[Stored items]
-- Opening Marker --

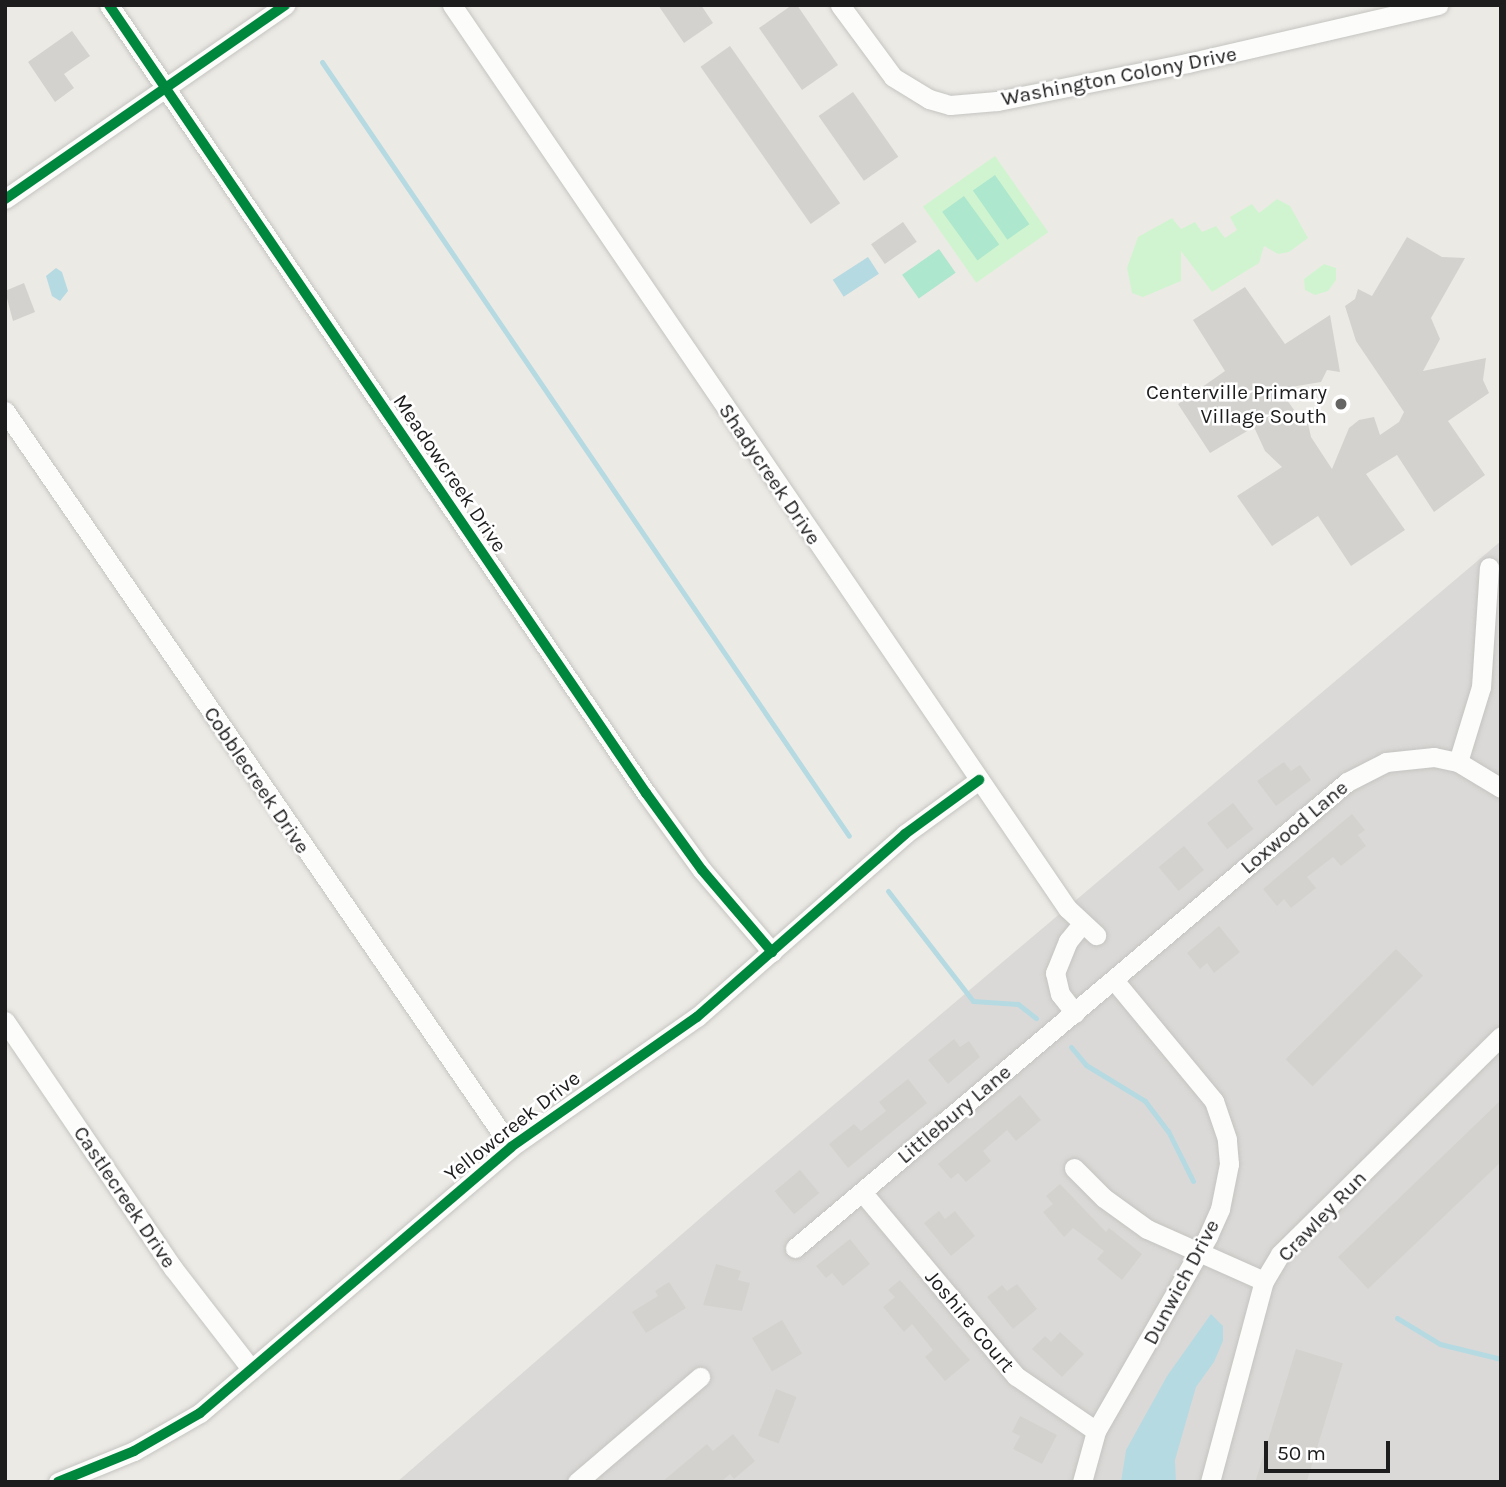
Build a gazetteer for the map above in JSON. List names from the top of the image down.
{
  "streets": {
    "street": [
      "Washington Colony Drive",
      "Meadowcreek Drive",
      "Shadycreek Drive",
      "Cobblecreek Drive",
      "Loxwood Lane",
      "Littlebury Lane",
      "Yellowcreek Drive",
      "Castlecreek Drive",
      "Crawley Run",
      "Dunwich Drive",
      "Joshire Court"
    ]
  },
  "crossings": [
    ["Meadowcreek Drive", "Yellowcreek Drive"],
    ["Shadycreek Drive", "Littlebury Lane"],
    ["Shadycreek Drive", "Yellowcreek Drive"],
    ["Cobblecreek Drive", "Yellowcreek Drive"],
    ["Loxwood Lane", "Littlebury Lane"],
    ["Loxwood Lane", "Dunwich Drive"],
    ["Littlebury Lane", "Dunwich Drive"],
    ["Littlebury Lane", "Joshire Court"],
    ["Yellowcreek Drive", "Castlecreek Drive"],
    ["Dunwich Drive", "Joshire Court"]
  ],
  "places": ["Centerville Primary Village South"],
  "scale_bar": "50 m"
}
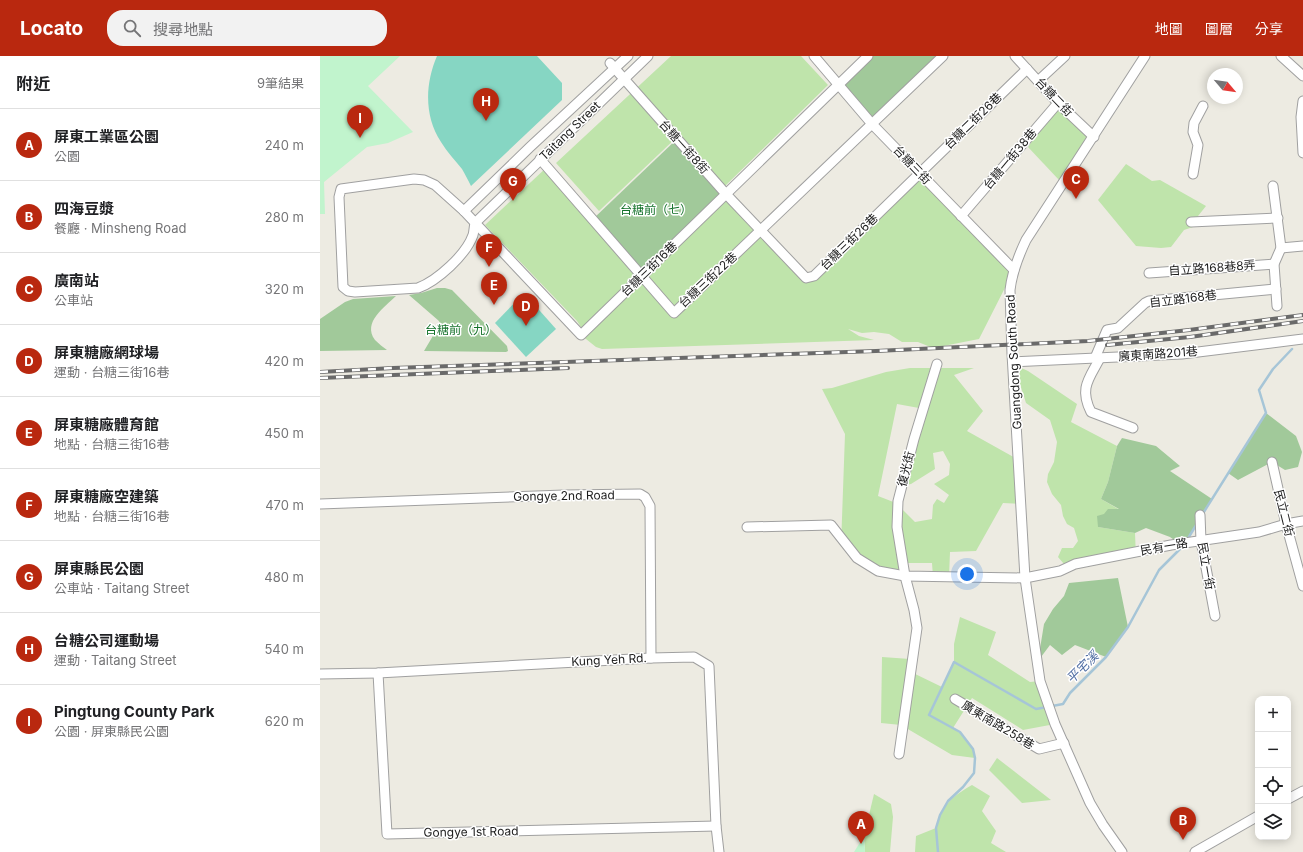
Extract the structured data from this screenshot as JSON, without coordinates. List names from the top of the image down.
{
  "streets": {
    "street": [
      "台糖二街",
      "台糖二街26巷",
      "Taitang Street",
      "台糖一街8街",
      "台糖一街38巷",
      "台糖三街",
      "台糖三街26巷",
      "自立路168巷8弄",
      "台糖三街16巷",
      "台糖三街22巷",
      "自立路168巷",
      "廣東南路201巷",
      "Guangdong South Road",
      "復光街",
      "Gongye 2nd Road",
      "民立二街",
      "民有一路",
      "民立一街",
      "Kung Yeh Rd.",
      "廣東南路258巷",
      "Gongye 1st Road"
    ]
  },
  "crossings": [
    ["台糖二街", "台糖二街26巷"],
    ["台糖二街", "台糖一街38巷"],
    ["台糖二街", "Guangdong South Road"],
    ["台糖二街26巷", "台糖三街"],
    ["台糖二街26巷", "台糖三街26巷"],
    ["Taitang Street", "台糖一街8街"],
    ["Taitang Street", "台糖三街16巷"],
    ["Taitang Street", "台糖三街22巷"],
    ["台糖一街8街", "台糖三街26巷"],
    ["台糖一街8街", "台糖三街16巷"],
    ["台糖一街8街", "台糖三街22巷"],
    ["台糖一街38巷", "台糖三街"],
    ["台糖三街", "台糖三街26巷"],
    ["台糖三街", "台糖三街16巷"],
    ["台糖三街", "台糖三街22巷"],
    ["台糖三街", "Guangdong South Road"],
    ["台糖三街26巷", "台糖三街22巷"],
    ["台糖三街16巷", "台糖三街22巷"],
    ["自立路168巷", "廣東南路201巷"],
    ["廣東南路201巷", "Guangdong South Road"],
    ["Guangdong South Road", "民有一路"],
    ["Guangdong South Road", "廣東南路258巷"],
    ["Gongye 2nd Road", "Kung Yeh Rd."],
    ["民立二街", "民有一路"],
    ["民有一路", "民立一街"],
    ["Kung Yeh Rd.", "Gongye 1st Road"]
  ],
  "water": ["平宅溪"],
  "parks": ["台糖前（七）", "台糖前（九）"],
  "north": "bottom right",
  "page": {
    "header": "Locato",
    "search": "搜尋地點",
    "nav": ["地圖", "圖層", "分享"],
    "heading": ["附近", "9筆結果"],
    "pins": [
      "H",
      "I",
      "C",
      "G",
      "F",
      "E",
      "D",
      "B",
      "A"
    ],
    "list": [
      {
        "mark": "A",
        "name": "屏東工業區公園",
        "note": "公園",
        "value": "240 m"
      },
      {
        "mark": "B",
        "name": "四海豆漿",
        "note": "餐廳 · Minsheng Road",
        "value": "280 m"
      },
      {
        "mark": "C",
        "name": "廣南站",
        "note": "公車站",
        "value": "320 m"
      },
      {
        "mark": "D",
        "name": "屏東糖廠網球場",
        "note": "運動 · 台糖三街16巷",
        "value": "420 m"
      },
      {
        "mark": "E",
        "name": "屏東糖廠體育館",
        "note": "地點 · 台糖三街16巷",
        "value": "450 m"
      },
      {
        "mark": "F",
        "name": "屏東糖廠空建築",
        "note": "地點 · 台糖三街16巷",
        "value": "470 m"
      },
      {
        "mark": "G",
        "name": "屏東縣民公園",
        "note": "公車站 · Taitang Street",
        "value": "480 m"
      },
      {
        "mark": "H",
        "name": "台糖公司運動場",
        "note": "運動 · Taitang Street",
        "value": "540 m"
      },
      {
        "mark": "I",
        "name": "Pingtung County Park",
        "note": "公園 · 屏東縣民公園",
        "value": "620 m"
      }
    ],
    "map_buttons": ["+", "−"]
  }
}
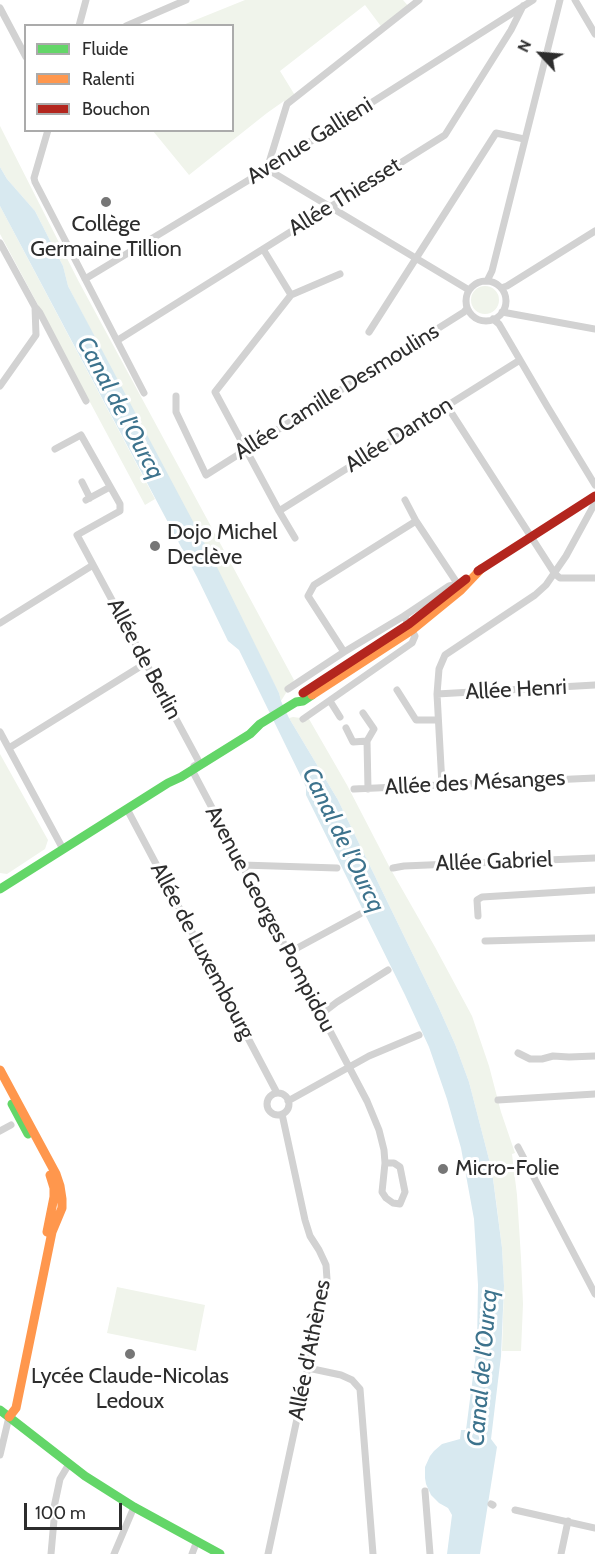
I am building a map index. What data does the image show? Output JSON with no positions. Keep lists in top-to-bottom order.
{
  "streets": {
    "street": [
      "Avenue Gallieni",
      "Allée Thiesset",
      "Allée Camille Desmoulins",
      "Allée Danton",
      "Allée de Berlin",
      "Allée Henri",
      "Allée des Mésanges",
      "Allée Gabriel",
      "Avenue Georges Pompidou",
      "Allée de Luxembourg",
      "Allée d'Athènes"
    ]
  },
  "crossings": [
    ["Avenue Gallieni", "Allée Thiesset"],
    ["Allée de Luxembourg", "Allée d'Athènes"]
  ],
  "water": ["Canal de l'Ourcq"],
  "places": [
    "Collège Germaine Tillion",
    "Dojo Michel Declève",
    "Micro-Folie",
    "Lycée Claude-Nicolas Ledoux"
  ],
  "legend": ["Fluide", "Ralenti", "Bouchon"],
  "scale_bar": "100 m",
  "north": "top left"
}
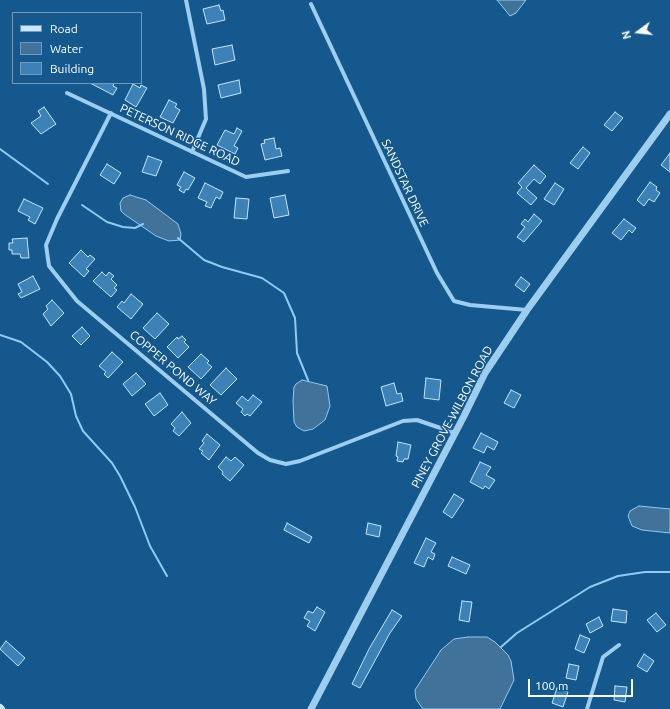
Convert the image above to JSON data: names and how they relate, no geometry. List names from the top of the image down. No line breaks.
{"streets":{"street":["PETERSON RIDGE ROAD","SANDSTAR DRIVE","COPPER POND WAY","PINEY GROVE-WILBON ROAD"]},"crossings":[["PETERSON RIDGE ROAD","COPPER POND WAY"],["SANDSTAR DRIVE","PINEY GROVE-WILBON ROAD"],["COPPER POND WAY","PINEY GROVE-WILBON ROAD"]],"legend":["Road","Water","Building"],"scale_bar":"100 m","north":"left"}
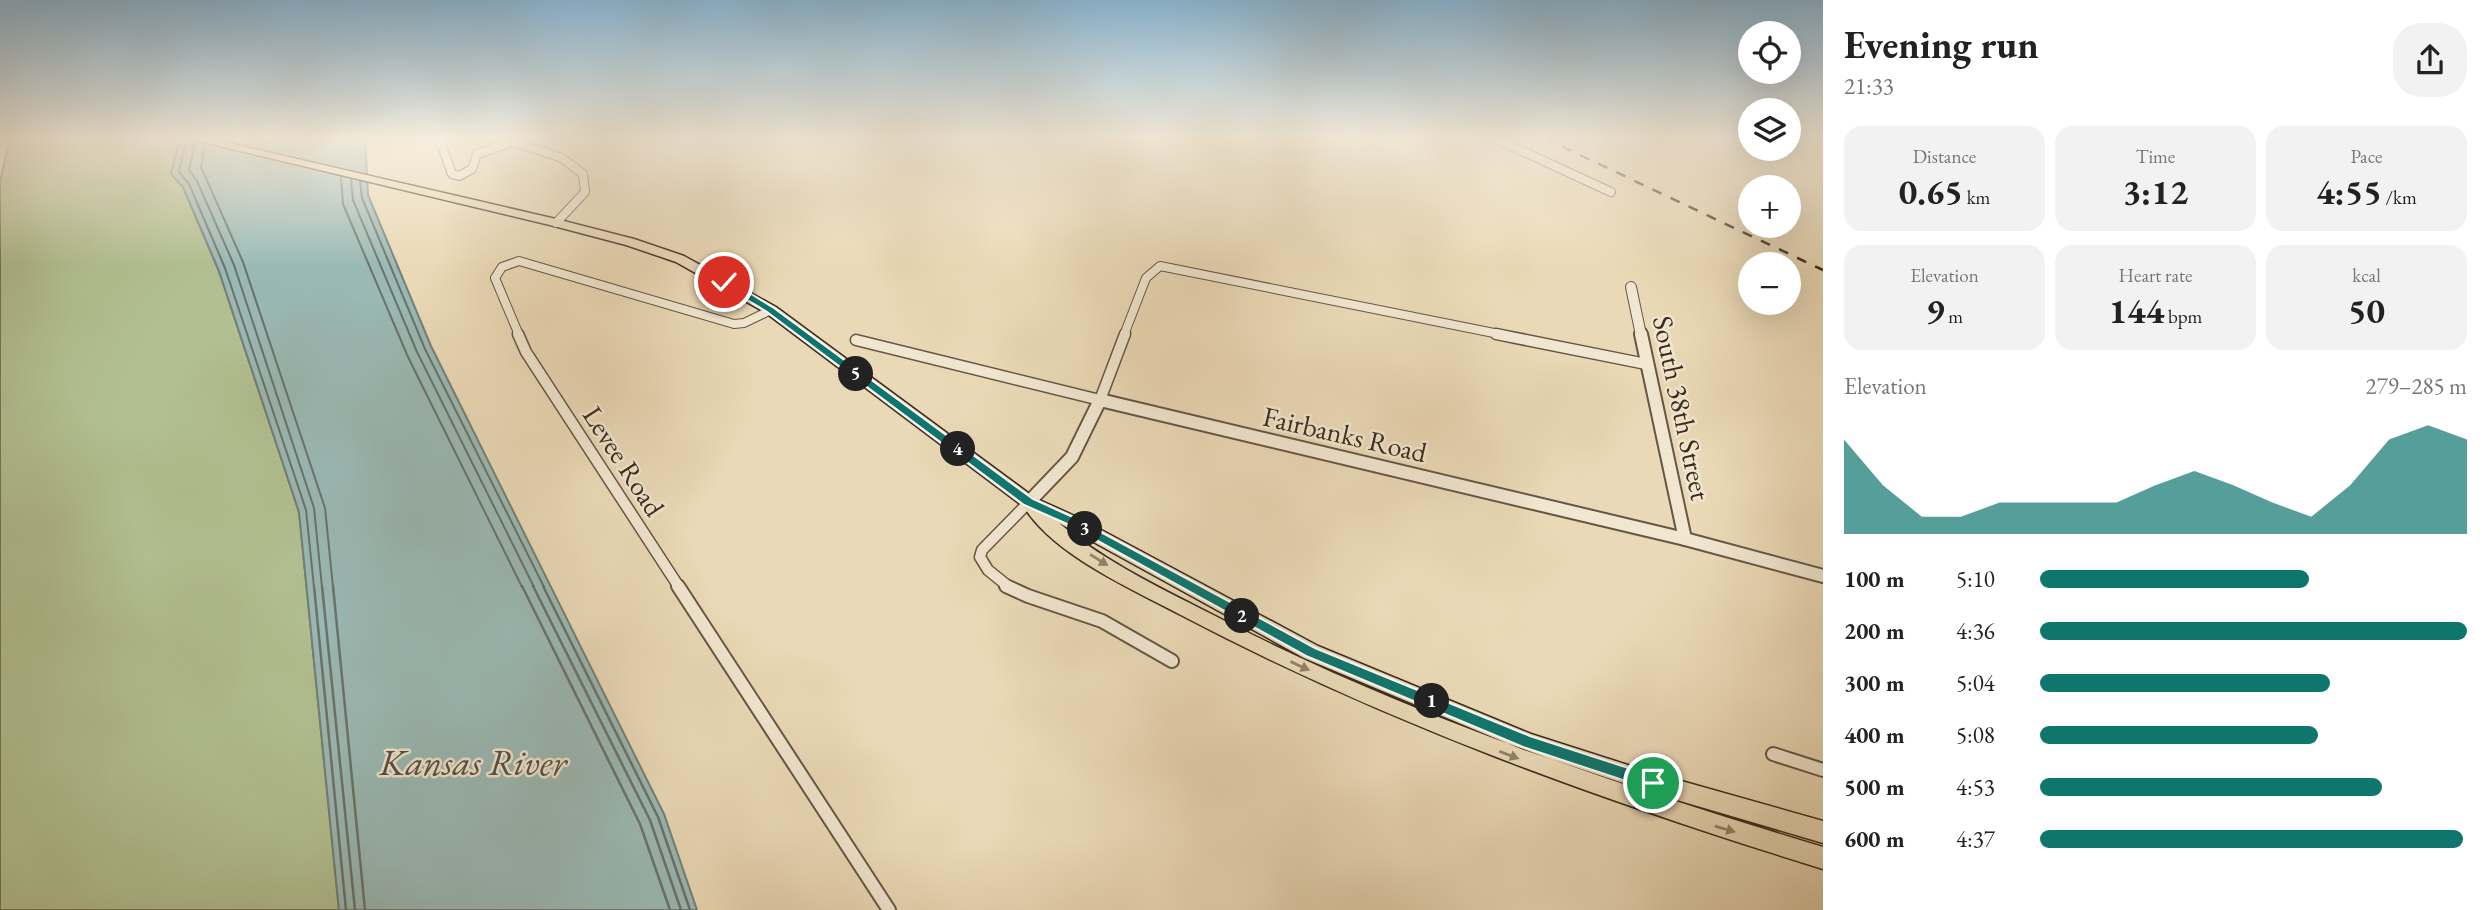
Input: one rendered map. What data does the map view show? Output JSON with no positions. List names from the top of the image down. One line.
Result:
{"streets":{"street":["South 38th Street","Fairbanks Road","Levee Road"]},"crossings":[["South 38th Street","Fairbanks Road"]],"water":["Kansas River"],"page":{"heading":["Evening run","21:33"],"map_buttons":["+","−"],"stats":[["Distance","0.65 km"],["Time","3:12"],["Pace","4:55 /km"],["Elevation","9 m"],["Heart rate","144 bpm"],["kcal","50"]],"pins":["5","4","3","2","1"],"chart":["Elevation","279–285 m"],"list":[{"name":"100 m","note":"5:10"},{"name":"200 m","note":"4:36"},{"name":"300 m","note":"5:04"},{"name":"400 m","note":"5:08"},{"name":"500 m","note":"4:53"},{"name":"600 m","note":"4:37"}]}}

-- Closing Marker --

= AIM OF THE TASK =
Beginning with the line that contains "I am building" and ending with the final line of the entries, every line must be copied exactly; the pictures must not.

= ANSWER AREA =
I am building a map index. What data does the image show? Output JSON with no positions. Keep lists in top-to-bottom order.
{
  "streets": {
    "street": [
      "Avenue Gallieni",
      "Allée Thiesset",
      "Allée Camille Desmoulins",
      "Allée Danton",
      "Allée de Berlin",
      "Allée Henri",
      "Allée des Mésanges",
      "Allée Gabriel",
      "Avenue Georges Pompidou",
      "Allée de Luxembourg",
      "Allée d'Athènes"
    ]
  },
  "crossings": [
    ["Avenue Gallieni", "Allée Thiesset"],
    ["Allée de Luxembourg", "Allée d'Athènes"]
  ],
  "water": ["Canal de l'Ourcq"],
  "places": [
    "Collège Germaine Tillion",
    "Dojo Michel Declève",
    "Micro-Folie",
    "Lycée Claude-Nicolas Ledoux"
  ],
  "legend": ["Fluide", "Ralenti", "Bouchon"],
  "scale_bar": "100 m",
  "north": "top left"
}
Convert the image above to JSON data: names and how they relate, no geometry. List names from the top of the image down. No line breaks.
{"streets":{"street":["PETERSON RIDGE ROAD","SANDSTAR DRIVE","COPPER POND WAY","PINEY GROVE-WILBON ROAD"]},"crossings":[["PETERSON RIDGE ROAD","COPPER POND WAY"],["SANDSTAR DRIVE","PINEY GROVE-WILBON ROAD"],["COPPER POND WAY","PINEY GROVE-WILBON ROAD"]],"legend":["Road","Water","Building"],"scale_bar":"100 m","north":"left"}
Input: one rendered map. What data does the map view show? Output JSON with no positions. List names from the top of the image down. One line.
Result:
{"streets":{"street":["South 38th Street","Fairbanks Road","Levee Road"]},"crossings":[["South 38th Street","Fairbanks Road"]],"water":["Kansas River"],"page":{"heading":["Evening run","21:33"],"map_buttons":["+","−"],"stats":[["Distance","0.65 km"],["Time","3:12"],["Pace","4:55 /km"],["Elevation","9 m"],["Heart rate","144 bpm"],["kcal","50"]],"pins":["5","4","3","2","1"],"chart":["Elevation","279–285 m"],"list":[{"name":"100 m","note":"5:10"},{"name":"200 m","note":"4:36"},{"name":"300 m","note":"5:04"},{"name":"400 m","note":"5:08"},{"name":"500 m","note":"4:53"},{"name":"600 m","note":"4:37"}]}}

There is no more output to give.